If a sn1a type supernova exploded in the milky way, the period of high brightness is thought to last about 1 week. When a supernova event happens in a galaxy receding at 0.8c relative to static spacetime the peroid of high brightness lasts about 2 weeks due to relativistic time dilation factor of 1.6666 and an additional factor due to its motion away from first light to last light. The supernova event appears to last about 2 weeks as measured on Earth in the comoving case, because although their is no time dilation in the comoving model the galaxy moves further during the first to last light period of the supernova event.


Put all the above together and it can be seen that both models predict identical start times, identical durations supernova events with identical redshifts as measured on Earth and it is likely although I have not rigorously proved it, that they will predict the same luminosity. As mentioned before this last point is worthy of careful investigation. If there is a difference in predicted luminosity then we need to check our assumptions before drawing any conclusions from observations based mainly on luminosity.

It may be possible that there are subtle differences between the two models, but we should be clear exactly what they are before rejecting on of them. For example some of the issues raised in this thread about the absurdity of a very long ruler that seems to imply superluminal velocities relative to the long ruler are not an issue in the static spacetime where all motions are subluminal.

An unpowered projectile fired at say 0.2c towards galaxy FFA which is receding at 2c will eventually get there in the comoving model because the projectile is progressively dragged along with the expanding spacetime. In the static spacetime model a projectile fired at 0.2c towards galaxy FFA, which is receding at 0.8c in this model, will never get there. This seems slightly paradoxical and I wonder if anyone here can resolve it?
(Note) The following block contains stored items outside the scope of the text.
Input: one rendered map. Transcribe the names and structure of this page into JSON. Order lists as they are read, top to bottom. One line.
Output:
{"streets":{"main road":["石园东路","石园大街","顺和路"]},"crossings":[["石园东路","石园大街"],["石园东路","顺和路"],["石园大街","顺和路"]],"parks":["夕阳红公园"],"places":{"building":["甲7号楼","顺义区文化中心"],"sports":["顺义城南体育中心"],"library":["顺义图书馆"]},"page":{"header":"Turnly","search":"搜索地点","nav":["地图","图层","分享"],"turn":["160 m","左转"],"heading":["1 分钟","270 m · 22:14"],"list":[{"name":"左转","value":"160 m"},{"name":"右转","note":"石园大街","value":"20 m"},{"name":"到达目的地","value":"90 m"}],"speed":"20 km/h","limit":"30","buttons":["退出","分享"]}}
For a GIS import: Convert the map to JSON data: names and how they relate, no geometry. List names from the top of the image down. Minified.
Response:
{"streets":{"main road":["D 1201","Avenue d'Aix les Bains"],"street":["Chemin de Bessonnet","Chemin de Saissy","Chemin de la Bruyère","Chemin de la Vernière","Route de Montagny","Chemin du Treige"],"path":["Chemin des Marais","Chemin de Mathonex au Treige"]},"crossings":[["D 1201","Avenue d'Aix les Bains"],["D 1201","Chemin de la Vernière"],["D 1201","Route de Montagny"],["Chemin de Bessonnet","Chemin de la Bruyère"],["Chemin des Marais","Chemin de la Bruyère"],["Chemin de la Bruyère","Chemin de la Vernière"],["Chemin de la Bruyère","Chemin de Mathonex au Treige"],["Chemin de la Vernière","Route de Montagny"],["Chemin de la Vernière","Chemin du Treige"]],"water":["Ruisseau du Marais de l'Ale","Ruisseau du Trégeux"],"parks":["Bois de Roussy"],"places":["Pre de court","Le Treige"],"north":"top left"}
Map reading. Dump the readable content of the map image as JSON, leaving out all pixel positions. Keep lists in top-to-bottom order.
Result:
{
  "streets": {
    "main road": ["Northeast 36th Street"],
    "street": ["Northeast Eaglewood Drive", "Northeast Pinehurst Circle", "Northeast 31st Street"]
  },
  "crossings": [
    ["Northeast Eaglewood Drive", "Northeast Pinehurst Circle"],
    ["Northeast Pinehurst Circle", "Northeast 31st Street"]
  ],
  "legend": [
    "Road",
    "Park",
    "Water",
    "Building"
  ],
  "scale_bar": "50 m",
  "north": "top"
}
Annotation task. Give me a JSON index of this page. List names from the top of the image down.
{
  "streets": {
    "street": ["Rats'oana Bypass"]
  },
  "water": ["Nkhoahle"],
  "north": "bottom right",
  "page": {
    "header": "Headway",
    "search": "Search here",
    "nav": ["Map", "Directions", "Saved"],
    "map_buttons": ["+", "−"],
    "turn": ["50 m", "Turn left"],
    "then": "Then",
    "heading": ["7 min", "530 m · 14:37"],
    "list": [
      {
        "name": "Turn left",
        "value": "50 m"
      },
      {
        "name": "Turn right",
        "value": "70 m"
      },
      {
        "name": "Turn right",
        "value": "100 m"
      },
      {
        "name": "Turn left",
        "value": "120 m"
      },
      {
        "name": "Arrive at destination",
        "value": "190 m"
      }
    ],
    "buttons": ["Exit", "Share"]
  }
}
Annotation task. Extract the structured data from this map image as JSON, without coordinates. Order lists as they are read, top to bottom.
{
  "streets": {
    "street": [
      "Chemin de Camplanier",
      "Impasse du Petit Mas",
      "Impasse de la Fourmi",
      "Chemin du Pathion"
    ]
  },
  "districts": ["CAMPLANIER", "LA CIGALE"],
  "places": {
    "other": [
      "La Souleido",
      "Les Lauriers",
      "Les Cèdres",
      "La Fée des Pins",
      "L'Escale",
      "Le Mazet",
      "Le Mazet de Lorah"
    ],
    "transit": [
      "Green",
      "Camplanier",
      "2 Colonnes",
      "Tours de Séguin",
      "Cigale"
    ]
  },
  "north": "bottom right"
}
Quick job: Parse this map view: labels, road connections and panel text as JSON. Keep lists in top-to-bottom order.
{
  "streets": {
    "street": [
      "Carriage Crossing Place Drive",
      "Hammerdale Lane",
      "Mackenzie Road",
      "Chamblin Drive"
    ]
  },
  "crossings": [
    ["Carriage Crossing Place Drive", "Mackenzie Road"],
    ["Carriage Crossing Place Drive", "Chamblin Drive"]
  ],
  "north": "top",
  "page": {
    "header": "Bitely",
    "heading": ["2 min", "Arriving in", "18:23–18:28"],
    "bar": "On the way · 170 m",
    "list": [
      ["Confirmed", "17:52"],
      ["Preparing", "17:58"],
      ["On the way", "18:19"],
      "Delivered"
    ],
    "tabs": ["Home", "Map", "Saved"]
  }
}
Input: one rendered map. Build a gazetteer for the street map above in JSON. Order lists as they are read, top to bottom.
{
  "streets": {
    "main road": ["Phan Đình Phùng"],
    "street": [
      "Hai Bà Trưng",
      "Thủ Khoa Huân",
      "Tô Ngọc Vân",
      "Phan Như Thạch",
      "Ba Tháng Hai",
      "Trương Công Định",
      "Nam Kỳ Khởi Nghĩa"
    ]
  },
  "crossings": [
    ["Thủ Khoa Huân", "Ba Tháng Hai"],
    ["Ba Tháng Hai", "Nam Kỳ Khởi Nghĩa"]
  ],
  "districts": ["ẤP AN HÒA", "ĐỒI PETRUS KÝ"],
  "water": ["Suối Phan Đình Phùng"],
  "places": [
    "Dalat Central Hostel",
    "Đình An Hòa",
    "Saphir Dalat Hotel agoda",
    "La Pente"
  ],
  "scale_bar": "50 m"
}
Another issue is the visible disc size of a galaxy, as measured by the subtended angle, would seem to different in the two models. There does not appear to be a reason why the disc size of the galaxy would appear to be smaller in the static spacetime model where the galaxy is physically nearer to match the apparent disc size of the galaxy, which is physically further away at any given time in the comoving spacetime model. It should be noted that this is a very difficult parameter to measure for high z objects as they appear as single pixels even with the best telescopes.
 
  • #27
kev said:
Those are strong words, if are suggesting that the universe is not expanding. Do you mean accelerated expansion of the universe is a myth
No, I'm happy with the universe expanding and the acceleration of the expansion. What I object to is the idea that space is like a sheet of rubber. I find that this is the cause of a much confusion about cosmology and GR
kev said:
or the idea of spacetime itself expanding and comoving with distant galaxies is a myth?
Careful. Spacetime can't expand since there isn't any time external to it
kev said:
For example: (assuming Lambda=0)

Redshift
An galaxy receding at 0.8c in static spacetime has the same redshift signature as a galaxy exceding at 2c in comoving spacetime. I can show the maths if anyone needs to see it.
I would have thought that the exact details would depend on the parameters of the universe, but I agree with the principle. I would say that it is best to think of the actual speed of the galaxy as 0.8c
kev said:
Time
Consider a star in our target galaxy that is destined to go supernova after a given proper time. The supernova event in the galaxy moving away at 0.8c in static spacetime is delayed due to time dilation of motion relative to the static spacetime. The result is that light signalling the supernova event arrives at the same time at the Earth in either model. The supernova event happens earlier in comoving model because there is no time dilation but the light has to travel further and hence the simultaneous arrival times in both models.


Luminosity
This is the basis of how we judge distances. In the static spacetime model, receding galaxies have reduced apparent luminosity due to time dilation, classic doppler shift and relativistic abberation. The total reduction of luminosity due to relativistic effects is proportional to [tex]1/(z+1)^3[/tex] for monochromatic light. In the comoving spacetime model there is no time dilation or relatavistic aberration but this is compensated by the actual distance the light travels being greater and due to a spreading out of the light as it travels through expanding spacetime similar to the way the wavelength of a photon is stretched out by the expansion of spacetime. The exact calculation for the luminosity of an object in expanding comoving spatime is more complicated than the Special Relativity calculation but it is worthy of careful investigation.

Supernova period.
If a sn1a type supernova exploded in the milky way, the period of high brightness is thought to last about 1 week. When a supernova event happens in a galaxy receding at 0.8c relative to static spacetime the peroid of high brightness lasts about 2 weeks due to relativistic time dilation factor of 1.6666 and an additional factor due to its motion away from first light to last light. The supernova event appears to last about 2 weeks as measured on Earth in the comoving case, because although their is no time dilation in the comoving model the galaxy moves further during the first to last light period of the supernova event.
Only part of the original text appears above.